### [Task item]
Every line from the one with "I am building" to the one with "Map reading. What", including those two, is to be copied exactly; all other lines of the entries below are left out.

-- Material for the task follows --

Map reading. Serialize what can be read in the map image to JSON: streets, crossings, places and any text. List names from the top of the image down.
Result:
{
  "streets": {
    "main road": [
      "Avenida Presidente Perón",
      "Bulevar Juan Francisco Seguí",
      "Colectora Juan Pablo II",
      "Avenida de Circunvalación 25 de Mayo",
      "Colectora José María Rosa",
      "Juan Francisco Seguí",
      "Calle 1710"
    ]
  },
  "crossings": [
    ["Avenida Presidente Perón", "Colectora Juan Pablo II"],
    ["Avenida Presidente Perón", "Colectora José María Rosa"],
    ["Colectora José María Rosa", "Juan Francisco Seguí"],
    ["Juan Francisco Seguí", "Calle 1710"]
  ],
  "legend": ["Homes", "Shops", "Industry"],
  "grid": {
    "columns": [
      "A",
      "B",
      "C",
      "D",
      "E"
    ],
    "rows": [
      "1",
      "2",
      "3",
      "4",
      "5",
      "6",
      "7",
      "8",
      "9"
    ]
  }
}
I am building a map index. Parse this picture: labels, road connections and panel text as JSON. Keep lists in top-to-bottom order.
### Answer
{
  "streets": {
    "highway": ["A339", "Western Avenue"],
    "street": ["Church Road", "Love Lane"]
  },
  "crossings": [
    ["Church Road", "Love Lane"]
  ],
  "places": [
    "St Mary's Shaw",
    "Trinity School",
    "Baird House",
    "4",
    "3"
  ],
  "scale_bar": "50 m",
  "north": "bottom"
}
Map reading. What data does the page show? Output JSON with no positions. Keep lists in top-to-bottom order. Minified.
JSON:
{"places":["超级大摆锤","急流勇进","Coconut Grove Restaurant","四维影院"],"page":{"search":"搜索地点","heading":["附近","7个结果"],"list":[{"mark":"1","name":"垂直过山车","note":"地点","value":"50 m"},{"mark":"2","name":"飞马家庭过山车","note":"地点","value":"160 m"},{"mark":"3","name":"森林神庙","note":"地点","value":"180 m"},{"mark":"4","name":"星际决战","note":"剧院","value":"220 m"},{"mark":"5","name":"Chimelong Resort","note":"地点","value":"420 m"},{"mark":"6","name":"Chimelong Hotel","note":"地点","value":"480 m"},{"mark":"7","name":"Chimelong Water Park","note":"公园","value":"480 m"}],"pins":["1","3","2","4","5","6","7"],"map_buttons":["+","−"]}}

-- Material for the task concluded --

### [Exercise answer]
I am building a map index. Parse this picture: labels, road connections and panel text as JSON. Keep lists in top-to-bottom order.
### Answer
{
  "streets": {
    "highway": ["A339", "Western Avenue"],
    "street": ["Church Road", "Love Lane"]
  },
  "crossings": [
    ["Church Road", "Love Lane"]
  ],
  "places": [
    "St Mary's Shaw",
    "Trinity School",
    "Baird House",
    "4",
    "3"
  ],
  "scale_bar": "50 m",
  "north": "bottom"
}
Map reading. What data does the page show? Output JSON with no positions. Keep lists in top-to-bottom order. Minified.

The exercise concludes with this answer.